Gary Belan understands the importance of working on water issues at all levels—from national and international groups to local watershed advocates. Freshwater Future has benefited from his knowledge and perspective, and are grateful for the years of service he has given to our organization. For six years Gary has been on one or both of the boards of Freshwater Future and Freshwater Future Canada. As Senior Director at American Rivers, Gary has brought valuable insight about the issues facing organizations across the Great Lakes, federal policy, watershed politics, and green infrastructure. We wish Gary luck as he continues to work on rivers and use his passion to support groups and citizens in their fight to protect their waters. Thank you Gary for being an amazing Freshwater Hero!
John Jackson is a passionate leader who has been tirelessly advancing public engagement throughout the Great Lakes—since before “engagement” was a buzzword! Combining an extraordinary depth of knowledge about the Great Lakes with passion and a strategic vision for binational collaboration, John has a remarkable ability to influence Great Lakes policies and issues.
For many years, John’s work was focused through Great Lakes United (GLU)— which he described as an international coalition of over 140 groups with some 100,000 diverse individuals, all working to protect the basin’s health and beauty. Today, John continues to dedicate his time to Great Lakes issues, with a particular focus on the Great Lakes Water Quality Agreement and engaging stakeholders and the public in caring for our shared waters.

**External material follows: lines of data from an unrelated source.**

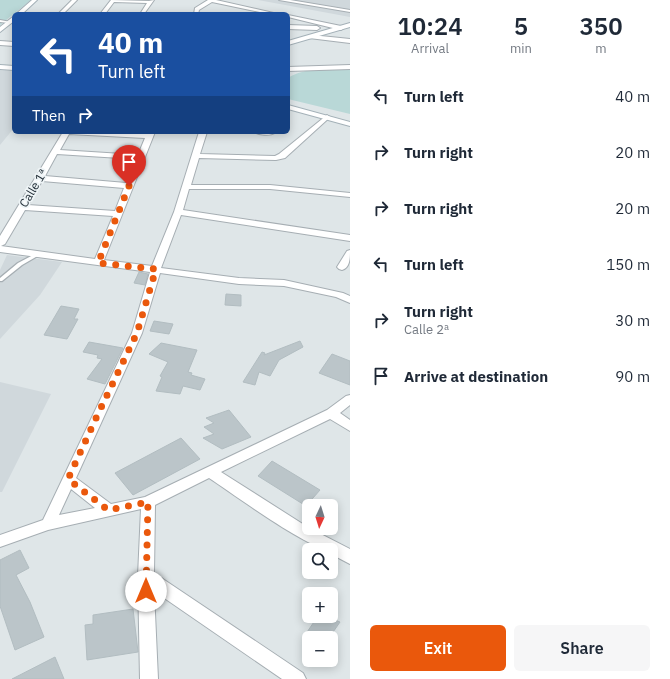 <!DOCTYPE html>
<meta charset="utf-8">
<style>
:root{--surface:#fff;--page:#f6f6f7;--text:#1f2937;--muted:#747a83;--accent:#ea580c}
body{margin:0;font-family:"IBM Plex Sans",sans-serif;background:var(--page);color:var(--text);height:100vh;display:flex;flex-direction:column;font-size:15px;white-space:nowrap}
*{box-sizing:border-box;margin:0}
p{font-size:13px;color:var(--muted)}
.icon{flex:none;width:22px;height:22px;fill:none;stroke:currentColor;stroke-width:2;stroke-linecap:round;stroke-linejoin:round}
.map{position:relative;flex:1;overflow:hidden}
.panel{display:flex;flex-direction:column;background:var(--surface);width:320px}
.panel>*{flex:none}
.hud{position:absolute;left:12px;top:12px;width:278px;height:122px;border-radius:6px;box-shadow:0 2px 10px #0003;background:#1a4fa0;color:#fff;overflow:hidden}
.needle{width:26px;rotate:184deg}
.buttons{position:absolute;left:302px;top:499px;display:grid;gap:8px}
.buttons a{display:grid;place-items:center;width:36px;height:36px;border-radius:6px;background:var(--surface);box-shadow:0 2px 10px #0003;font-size:20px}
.pin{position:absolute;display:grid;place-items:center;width:34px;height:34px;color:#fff;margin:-41px -17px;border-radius:50% 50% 50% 0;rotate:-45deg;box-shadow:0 0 4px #0007}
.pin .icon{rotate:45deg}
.me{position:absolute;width:44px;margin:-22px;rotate:0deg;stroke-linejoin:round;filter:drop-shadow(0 0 3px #0008)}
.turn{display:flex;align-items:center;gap:14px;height:84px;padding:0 20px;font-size:18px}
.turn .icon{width:52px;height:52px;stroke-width:2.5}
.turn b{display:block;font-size:28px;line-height:34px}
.then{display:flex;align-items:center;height:38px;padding:0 20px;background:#0003;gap:8px;font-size:15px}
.eta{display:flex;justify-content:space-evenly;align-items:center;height:68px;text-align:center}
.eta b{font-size:24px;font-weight:600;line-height:28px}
.action{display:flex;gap:8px;margin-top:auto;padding:8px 20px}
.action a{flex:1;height:46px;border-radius:6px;background:var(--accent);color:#fff;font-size:16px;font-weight:600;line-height:46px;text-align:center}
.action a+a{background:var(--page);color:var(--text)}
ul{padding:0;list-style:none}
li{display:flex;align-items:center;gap:12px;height:56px;padding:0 20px}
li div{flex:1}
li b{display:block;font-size:15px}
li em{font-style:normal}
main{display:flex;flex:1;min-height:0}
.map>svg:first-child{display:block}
</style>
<main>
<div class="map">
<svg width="350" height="679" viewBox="0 0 350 679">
<rect width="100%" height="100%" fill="#dfe6e8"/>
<path fill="#d0d8dc" d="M258,0H350V17Z
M0,70L14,71V128L0,145Z
M7,255L62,262L40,295L0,339V270Z
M0,382L51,394L2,492H0Z"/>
<path fill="#b9d8d7" d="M0,0H31L0,25Z
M350,68V114L288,99V78C305,67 330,69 350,68Z"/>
<path fill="#bbc5c9" stroke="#b2bdc1" d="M139,272L148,274L145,285L134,283Z
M226,294L241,295V306L225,305Z
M61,306L79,309L74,319H78L67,339L44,335Z
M154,321L173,324L169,334L150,331Z
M300,341L303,347L279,360L270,376L259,372L255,385L243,382L262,352L265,353L264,355Z
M89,342L123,348L105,384L87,379L102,359L97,358L98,355L83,352Z
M161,343L197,350L188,372L192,373L191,375L205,379L200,390L183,386L180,394L156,391L162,377L160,376L168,362L149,354Z
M332,354L350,361V385L319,373Z
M229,410L251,437L222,449L203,438L214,434L204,427L214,423L206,418Z
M181,438L200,459L133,495L115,473Z
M272,461L320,490L306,506L258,476Z
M20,550L29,568L16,575L30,602L44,637L15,650L0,606V560Z
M133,609L138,652L87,660L85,625L93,624V615Z
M318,616H324L340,622L329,638H303Z
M55,657L64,679H12Z"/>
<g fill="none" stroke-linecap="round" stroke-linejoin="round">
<defs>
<path id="lane" d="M37,253H41V254L22,265L2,281H0V278L18,263Z"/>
<path id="street" d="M72,0H77L63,14H58Z
M111,0L149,1L154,0L144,14H140L147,3L114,2L105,14H100Z
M208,0H216L278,14H269L212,2L199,10L198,14H194L195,8Z
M279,0H290L350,10V12Z
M288,15L341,26L344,28L341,30L288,17Z
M0,20L11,22L9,23L0,22Z
M288,25L317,26L320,28L317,30L288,29Z
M311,35L350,39V43L309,38L308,37Z
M0,41L14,42V46L0,45Z
M350,65V69L288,71V67Z
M327,115L330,117L329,118L285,158L276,160L199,158L191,185H270L350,193V197L270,189H189L183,210L350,235V241L181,215L161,268L239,278L284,280L343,293L350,296V303L336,297L284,286L239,284L160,273L142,333L76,478L111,504L145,497L327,410L346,396L350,395V405L340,413L350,420V431L330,419L221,472L309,528L350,549V564L331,554V550C309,550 232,493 209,478L155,505L154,573L303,673L306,679H282L154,591L158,679H140L138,576L141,509L48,530L0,547V535L43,520L132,333L150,272L0,252V236L63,132L147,134V132H155L104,260L152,266L174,212L199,132H207L200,154L275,156L279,154ZM69,134L145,138L138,155L60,150ZM57,154L136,159L126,183L45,176ZM42,181L124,188L115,211L28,205ZM25,210L113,216L95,259L1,246L5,244ZM71,489L95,508L59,515Z
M254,132H274L275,133C270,136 259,135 254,132Z
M350,250C350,258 350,268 342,270L339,269L337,267L347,251Z"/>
<path id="secondary" d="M32,0H37L22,14H16Z
M14,16V21L0,32V27Z
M350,23V27L288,45V41Z
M0,65L14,66V70L0,69Z
M288,105L350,122V126L288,109Z"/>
</defs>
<use href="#lane" stroke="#a6aeb3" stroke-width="2.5"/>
<use href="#street" stroke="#a6aeb3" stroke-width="2"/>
<use href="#secondary" stroke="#a4b1b8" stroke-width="2"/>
<use href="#lane" fill="#fff" fill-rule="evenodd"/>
<use href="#street" fill="#fff" fill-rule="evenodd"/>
<use href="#secondary" fill="#fff" fill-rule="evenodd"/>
</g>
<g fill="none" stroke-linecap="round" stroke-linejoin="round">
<path stroke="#ea580c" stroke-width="7" stroke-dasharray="0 12.6" d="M129,186L98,263L156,269L137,333L97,416L68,479L108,510L148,502L146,591"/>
</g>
<g text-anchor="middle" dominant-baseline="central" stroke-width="3.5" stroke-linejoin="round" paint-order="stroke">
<g font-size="12" fill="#212d36" stroke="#eef4f6">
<text transform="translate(33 188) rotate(-59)">Calle 1ª</text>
</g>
</g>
</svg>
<div class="buttons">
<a><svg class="needle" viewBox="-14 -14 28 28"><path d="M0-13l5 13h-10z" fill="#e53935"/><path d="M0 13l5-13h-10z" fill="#747a83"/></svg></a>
<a><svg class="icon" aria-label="search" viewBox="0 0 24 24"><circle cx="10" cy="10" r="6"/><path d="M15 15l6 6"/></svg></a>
<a>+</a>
<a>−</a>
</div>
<div class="pin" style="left:129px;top:186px;background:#d93025"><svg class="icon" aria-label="arrive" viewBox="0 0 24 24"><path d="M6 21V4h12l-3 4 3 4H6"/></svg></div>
<svg class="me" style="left:146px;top:591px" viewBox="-20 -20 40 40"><circle r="19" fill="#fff"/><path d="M0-13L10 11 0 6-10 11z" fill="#ea580c"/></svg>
<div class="hud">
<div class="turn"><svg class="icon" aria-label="left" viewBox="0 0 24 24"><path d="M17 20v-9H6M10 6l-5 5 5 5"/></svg><div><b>40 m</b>Turn left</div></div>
<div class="then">Then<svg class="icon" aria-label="right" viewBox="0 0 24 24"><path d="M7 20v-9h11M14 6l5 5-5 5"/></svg></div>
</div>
</div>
<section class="panel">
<div class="eta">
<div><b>10:24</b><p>Arrival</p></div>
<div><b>5</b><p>min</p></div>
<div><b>350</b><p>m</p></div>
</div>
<ul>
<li><svg class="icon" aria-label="left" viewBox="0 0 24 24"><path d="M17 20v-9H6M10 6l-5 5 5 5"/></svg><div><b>Turn left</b></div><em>40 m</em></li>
<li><svg class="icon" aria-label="right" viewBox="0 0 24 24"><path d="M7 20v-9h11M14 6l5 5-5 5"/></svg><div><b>Turn right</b></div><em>20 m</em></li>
<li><svg class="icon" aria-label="right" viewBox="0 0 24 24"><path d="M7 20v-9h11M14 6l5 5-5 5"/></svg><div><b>Turn right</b></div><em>20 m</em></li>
<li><svg class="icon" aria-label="left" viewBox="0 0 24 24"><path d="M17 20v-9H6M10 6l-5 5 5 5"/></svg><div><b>Turn left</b></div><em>150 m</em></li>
<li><svg class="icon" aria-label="right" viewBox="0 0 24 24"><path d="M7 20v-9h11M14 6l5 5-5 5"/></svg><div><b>Turn right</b><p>Calle 2ª</p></div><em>30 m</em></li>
<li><svg class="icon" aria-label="arrive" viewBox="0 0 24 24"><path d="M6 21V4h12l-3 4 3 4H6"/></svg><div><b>Arrive at destination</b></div><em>90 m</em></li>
</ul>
<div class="action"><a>Exit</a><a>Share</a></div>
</section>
</main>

We are grateful for John’s unparalleled passion, contributions and dedication, and are pleased to present him with a Freshwater Hero award.
Freshwater Future honours Dan McDermott who sadly passed away in September 2016. He was most recently the Director of the Ontario Chapter of Sierra Club.

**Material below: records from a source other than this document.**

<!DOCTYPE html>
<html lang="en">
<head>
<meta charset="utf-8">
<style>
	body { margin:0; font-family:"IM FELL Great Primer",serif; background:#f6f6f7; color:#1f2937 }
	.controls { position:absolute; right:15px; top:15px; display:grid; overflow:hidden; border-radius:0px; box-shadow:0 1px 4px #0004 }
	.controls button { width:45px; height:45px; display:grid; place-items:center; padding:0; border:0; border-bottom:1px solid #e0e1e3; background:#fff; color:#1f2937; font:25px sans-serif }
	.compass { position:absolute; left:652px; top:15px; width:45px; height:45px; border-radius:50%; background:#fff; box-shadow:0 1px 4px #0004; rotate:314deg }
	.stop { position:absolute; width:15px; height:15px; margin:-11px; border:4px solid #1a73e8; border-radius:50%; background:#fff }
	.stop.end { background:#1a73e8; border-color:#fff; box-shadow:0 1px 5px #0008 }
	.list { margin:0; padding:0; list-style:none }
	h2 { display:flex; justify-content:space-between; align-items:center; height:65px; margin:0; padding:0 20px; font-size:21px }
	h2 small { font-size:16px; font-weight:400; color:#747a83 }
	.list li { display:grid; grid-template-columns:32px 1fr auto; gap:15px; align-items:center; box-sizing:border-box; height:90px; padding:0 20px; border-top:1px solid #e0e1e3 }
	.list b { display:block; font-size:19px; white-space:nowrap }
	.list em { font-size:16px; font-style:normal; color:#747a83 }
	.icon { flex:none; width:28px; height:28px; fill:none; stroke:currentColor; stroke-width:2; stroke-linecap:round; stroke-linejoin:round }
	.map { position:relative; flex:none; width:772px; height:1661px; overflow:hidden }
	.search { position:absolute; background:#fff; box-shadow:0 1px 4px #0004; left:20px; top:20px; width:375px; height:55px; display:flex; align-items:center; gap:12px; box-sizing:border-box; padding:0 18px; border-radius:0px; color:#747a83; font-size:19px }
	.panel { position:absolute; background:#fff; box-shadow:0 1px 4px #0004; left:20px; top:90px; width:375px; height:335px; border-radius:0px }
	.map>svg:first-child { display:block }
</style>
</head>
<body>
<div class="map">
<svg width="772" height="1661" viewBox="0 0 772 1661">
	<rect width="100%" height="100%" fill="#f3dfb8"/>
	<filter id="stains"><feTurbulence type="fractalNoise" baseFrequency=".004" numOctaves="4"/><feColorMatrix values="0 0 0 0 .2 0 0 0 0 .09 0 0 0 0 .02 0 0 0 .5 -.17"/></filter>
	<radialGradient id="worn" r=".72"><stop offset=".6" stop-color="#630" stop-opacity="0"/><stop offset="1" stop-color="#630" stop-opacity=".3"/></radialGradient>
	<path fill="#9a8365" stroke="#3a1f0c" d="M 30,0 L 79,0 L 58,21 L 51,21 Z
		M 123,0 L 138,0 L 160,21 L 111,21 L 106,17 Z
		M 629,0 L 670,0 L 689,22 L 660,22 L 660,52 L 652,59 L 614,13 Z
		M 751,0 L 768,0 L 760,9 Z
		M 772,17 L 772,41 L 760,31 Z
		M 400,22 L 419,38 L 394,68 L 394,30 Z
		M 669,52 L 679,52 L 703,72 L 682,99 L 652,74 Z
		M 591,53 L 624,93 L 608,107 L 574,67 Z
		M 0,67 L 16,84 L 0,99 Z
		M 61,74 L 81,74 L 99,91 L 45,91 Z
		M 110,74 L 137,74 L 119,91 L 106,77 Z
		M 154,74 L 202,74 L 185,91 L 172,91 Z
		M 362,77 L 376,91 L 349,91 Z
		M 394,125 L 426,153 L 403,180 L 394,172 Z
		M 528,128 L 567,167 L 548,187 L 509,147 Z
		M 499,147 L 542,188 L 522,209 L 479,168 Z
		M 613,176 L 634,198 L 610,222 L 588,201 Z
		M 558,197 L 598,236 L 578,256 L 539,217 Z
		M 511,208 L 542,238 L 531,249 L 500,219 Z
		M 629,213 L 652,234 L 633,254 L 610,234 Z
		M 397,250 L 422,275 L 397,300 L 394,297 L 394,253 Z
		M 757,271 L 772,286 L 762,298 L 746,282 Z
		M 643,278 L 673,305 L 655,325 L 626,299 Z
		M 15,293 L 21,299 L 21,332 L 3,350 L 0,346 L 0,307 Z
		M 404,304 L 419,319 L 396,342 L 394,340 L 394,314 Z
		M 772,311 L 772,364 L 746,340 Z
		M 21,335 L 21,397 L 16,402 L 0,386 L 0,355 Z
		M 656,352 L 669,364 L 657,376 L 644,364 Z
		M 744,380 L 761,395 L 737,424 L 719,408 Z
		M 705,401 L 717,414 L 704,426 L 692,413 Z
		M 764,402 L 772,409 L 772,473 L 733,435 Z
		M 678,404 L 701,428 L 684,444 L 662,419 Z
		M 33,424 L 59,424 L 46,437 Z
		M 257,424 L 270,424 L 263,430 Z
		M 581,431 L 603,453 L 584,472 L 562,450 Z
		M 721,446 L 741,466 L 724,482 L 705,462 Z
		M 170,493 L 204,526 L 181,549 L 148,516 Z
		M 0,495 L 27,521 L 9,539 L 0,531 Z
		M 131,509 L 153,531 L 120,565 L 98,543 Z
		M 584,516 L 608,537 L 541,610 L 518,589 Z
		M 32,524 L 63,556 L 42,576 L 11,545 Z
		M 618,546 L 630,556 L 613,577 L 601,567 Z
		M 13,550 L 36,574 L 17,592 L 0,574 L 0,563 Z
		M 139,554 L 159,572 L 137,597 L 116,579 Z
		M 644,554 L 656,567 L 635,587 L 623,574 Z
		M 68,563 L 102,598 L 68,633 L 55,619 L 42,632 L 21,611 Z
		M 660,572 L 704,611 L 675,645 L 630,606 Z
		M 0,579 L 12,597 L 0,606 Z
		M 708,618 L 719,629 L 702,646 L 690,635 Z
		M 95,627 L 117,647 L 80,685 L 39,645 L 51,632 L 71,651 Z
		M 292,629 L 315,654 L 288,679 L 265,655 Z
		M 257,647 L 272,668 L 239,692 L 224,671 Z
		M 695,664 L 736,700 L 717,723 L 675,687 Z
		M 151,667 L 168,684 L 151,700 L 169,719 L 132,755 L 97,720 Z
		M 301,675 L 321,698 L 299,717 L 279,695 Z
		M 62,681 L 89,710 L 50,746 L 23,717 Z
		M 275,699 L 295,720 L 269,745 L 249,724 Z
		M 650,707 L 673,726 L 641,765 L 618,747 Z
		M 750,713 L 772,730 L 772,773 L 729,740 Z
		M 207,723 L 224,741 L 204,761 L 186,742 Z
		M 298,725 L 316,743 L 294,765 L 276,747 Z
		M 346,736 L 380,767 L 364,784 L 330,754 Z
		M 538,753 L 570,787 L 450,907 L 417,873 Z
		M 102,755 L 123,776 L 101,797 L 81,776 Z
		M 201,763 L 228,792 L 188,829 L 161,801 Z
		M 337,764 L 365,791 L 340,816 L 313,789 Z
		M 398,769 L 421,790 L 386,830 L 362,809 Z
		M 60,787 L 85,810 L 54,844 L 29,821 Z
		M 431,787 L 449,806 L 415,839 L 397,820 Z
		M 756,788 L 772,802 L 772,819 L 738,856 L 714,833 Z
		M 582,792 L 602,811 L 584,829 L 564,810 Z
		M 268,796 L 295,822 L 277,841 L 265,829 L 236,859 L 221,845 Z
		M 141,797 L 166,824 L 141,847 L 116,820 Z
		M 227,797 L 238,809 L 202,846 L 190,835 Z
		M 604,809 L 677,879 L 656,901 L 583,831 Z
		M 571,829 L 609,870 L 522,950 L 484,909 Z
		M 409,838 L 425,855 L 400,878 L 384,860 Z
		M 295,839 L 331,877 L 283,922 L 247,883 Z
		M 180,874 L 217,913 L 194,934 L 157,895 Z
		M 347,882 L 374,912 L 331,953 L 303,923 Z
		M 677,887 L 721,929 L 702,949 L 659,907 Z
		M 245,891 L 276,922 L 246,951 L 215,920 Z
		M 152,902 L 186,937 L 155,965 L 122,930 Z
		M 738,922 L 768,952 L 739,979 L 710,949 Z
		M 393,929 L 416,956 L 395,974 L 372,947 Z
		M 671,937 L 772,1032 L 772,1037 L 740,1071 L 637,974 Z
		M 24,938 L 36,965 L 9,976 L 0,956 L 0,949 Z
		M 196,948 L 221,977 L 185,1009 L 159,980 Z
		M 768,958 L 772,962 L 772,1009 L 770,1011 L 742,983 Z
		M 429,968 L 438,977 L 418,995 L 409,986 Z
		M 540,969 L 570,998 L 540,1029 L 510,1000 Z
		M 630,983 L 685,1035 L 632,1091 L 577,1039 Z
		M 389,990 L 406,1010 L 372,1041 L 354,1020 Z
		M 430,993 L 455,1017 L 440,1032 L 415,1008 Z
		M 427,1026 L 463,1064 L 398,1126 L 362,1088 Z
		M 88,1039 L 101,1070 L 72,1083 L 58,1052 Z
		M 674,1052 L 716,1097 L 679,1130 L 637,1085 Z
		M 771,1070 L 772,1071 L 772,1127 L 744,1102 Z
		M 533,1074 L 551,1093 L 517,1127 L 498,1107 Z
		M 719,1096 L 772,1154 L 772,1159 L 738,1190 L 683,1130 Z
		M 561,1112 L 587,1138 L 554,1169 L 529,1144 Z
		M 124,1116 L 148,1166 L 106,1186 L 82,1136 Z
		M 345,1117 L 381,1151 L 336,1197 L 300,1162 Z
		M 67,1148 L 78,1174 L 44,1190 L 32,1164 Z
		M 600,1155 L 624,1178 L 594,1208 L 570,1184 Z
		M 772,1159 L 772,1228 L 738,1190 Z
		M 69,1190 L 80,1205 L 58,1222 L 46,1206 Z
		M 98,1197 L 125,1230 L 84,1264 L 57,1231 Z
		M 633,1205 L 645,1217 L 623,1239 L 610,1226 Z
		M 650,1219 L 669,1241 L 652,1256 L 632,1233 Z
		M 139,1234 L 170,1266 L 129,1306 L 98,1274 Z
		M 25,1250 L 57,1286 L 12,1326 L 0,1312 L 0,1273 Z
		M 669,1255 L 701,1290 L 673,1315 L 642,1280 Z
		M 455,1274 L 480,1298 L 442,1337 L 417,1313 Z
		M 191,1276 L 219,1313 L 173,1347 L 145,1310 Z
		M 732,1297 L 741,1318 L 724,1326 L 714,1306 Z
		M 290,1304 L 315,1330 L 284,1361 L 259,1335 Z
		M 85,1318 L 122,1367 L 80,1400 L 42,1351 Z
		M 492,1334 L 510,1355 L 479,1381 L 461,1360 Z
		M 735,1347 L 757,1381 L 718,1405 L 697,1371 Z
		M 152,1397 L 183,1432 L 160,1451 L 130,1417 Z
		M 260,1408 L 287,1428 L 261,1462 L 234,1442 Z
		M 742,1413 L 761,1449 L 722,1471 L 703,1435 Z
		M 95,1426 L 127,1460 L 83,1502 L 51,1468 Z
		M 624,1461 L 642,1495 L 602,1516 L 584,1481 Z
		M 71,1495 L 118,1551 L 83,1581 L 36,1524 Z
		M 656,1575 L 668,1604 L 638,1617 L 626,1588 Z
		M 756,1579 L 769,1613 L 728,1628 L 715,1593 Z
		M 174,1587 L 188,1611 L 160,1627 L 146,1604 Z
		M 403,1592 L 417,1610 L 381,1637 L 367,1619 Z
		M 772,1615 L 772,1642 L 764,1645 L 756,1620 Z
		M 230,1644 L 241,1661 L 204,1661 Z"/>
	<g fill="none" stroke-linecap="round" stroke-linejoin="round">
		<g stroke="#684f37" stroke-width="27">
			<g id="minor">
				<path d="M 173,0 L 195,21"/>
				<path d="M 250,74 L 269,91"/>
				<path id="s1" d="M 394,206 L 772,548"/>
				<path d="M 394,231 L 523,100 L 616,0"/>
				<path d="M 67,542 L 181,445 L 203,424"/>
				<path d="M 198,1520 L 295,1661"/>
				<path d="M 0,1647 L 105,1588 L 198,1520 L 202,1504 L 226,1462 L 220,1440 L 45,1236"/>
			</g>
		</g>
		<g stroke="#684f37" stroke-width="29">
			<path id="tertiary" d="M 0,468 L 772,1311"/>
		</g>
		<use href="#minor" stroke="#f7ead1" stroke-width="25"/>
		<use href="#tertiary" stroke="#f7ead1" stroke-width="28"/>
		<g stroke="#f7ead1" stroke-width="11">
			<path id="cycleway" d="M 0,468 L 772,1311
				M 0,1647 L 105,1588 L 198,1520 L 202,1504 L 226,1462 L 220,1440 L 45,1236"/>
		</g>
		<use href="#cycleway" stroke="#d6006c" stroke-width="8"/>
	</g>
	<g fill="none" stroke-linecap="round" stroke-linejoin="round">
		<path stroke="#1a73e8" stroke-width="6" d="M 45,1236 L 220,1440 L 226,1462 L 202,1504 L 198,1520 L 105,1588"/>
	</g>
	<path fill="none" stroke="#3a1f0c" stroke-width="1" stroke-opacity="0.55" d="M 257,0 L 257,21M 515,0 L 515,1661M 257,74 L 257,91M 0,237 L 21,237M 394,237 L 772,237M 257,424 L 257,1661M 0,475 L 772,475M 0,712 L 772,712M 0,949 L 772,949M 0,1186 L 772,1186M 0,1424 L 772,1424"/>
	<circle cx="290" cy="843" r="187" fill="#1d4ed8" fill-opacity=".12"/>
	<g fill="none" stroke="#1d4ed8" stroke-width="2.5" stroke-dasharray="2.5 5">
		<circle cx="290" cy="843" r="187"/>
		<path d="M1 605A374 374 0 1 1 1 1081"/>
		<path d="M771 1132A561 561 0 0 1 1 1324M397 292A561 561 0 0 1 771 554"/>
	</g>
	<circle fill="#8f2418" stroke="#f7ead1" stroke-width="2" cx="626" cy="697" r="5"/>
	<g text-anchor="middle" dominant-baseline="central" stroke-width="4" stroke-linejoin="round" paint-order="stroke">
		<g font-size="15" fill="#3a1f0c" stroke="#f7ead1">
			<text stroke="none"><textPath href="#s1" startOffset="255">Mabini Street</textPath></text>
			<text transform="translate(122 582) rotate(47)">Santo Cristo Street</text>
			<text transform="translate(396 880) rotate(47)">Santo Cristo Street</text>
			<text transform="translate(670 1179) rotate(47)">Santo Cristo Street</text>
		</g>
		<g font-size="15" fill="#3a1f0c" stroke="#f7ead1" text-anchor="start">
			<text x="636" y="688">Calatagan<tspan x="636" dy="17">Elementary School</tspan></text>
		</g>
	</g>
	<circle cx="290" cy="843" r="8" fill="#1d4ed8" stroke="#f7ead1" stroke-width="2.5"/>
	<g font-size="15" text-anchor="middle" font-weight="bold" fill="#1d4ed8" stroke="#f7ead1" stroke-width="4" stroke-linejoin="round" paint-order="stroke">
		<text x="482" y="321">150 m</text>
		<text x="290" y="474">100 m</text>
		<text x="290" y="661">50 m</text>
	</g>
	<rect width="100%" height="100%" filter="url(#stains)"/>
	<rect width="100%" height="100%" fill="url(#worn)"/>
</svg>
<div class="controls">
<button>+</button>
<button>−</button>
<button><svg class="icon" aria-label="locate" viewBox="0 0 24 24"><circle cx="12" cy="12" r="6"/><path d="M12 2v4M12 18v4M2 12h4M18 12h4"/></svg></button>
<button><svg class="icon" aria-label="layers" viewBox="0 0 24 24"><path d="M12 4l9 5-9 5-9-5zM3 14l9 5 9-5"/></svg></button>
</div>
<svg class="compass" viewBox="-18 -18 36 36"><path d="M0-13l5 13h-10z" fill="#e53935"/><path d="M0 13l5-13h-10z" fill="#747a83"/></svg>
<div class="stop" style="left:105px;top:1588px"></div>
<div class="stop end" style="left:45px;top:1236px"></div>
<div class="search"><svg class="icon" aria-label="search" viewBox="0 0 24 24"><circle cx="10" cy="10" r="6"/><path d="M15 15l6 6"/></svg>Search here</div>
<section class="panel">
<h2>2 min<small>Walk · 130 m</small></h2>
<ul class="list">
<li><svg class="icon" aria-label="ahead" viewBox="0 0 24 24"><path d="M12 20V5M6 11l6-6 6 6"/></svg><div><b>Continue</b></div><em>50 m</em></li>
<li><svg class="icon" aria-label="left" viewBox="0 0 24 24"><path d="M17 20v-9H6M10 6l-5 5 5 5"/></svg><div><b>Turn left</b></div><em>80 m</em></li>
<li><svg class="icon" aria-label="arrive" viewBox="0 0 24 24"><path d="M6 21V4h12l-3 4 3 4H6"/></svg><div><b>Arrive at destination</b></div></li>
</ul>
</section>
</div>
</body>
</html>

Dan dedicated his life and career to protecting the environment. He tirelessly and bravely fought for our air and water. He never feared taking on even the toughest of opponents, including the nuclear and coal industries.
Dan was a mentor to many young activists. He inspired generations through his realistic but optimistic approach. He improved the quality of our lives in many ways, including through his work to stop acid rain and to establish Ontario as the first North American jurisdiction to phase out coal.
And like Freshwater Future, Dan believed in strong Canada-US cooperation. It was his idea to create the Sierra Club Bi-National Great Lakes Committee.
Undoubtedly, Dan will continue to inspire all those who knew him to follow their passion, maintain the course, and fight for clean water and air. He will go down in the history books as a Freshwater Hero.
“The Coastal Centre.” These words replaced the traditional hello when calling Geoff Peach at the Lake Huron Centre for Coastal Conservation, a greeting that was always accompanied by a smile from a man living his passion. Having grown up on the Lake Huron shore, it shouldn’t be a surprise that Geoff grew up to be the voice of the coast itself. After working for all three Conservation Authorities with jurisdiction along the Lake Huron shore, Geoff co-founded the Coastal Centre where he worked as the Coastal Resources Manager and Coastal Science & Stewardship Advisor until 2017
Geoff spent his life sharing his passion for coastal science with those who lived and played along the Lake Huron shore. He taught coastal municipalities about how the shore worked, and showed them how to better manage their beaches and coastal wetlands. He designed new programs to engage residents in coastal stewardship, and teach local students about healthy beaches. But it wasn’t just about what Geoff did for the Lake Huron shore, it was about the natural talent and energy he brought to the work. He made caring for the coast contagious.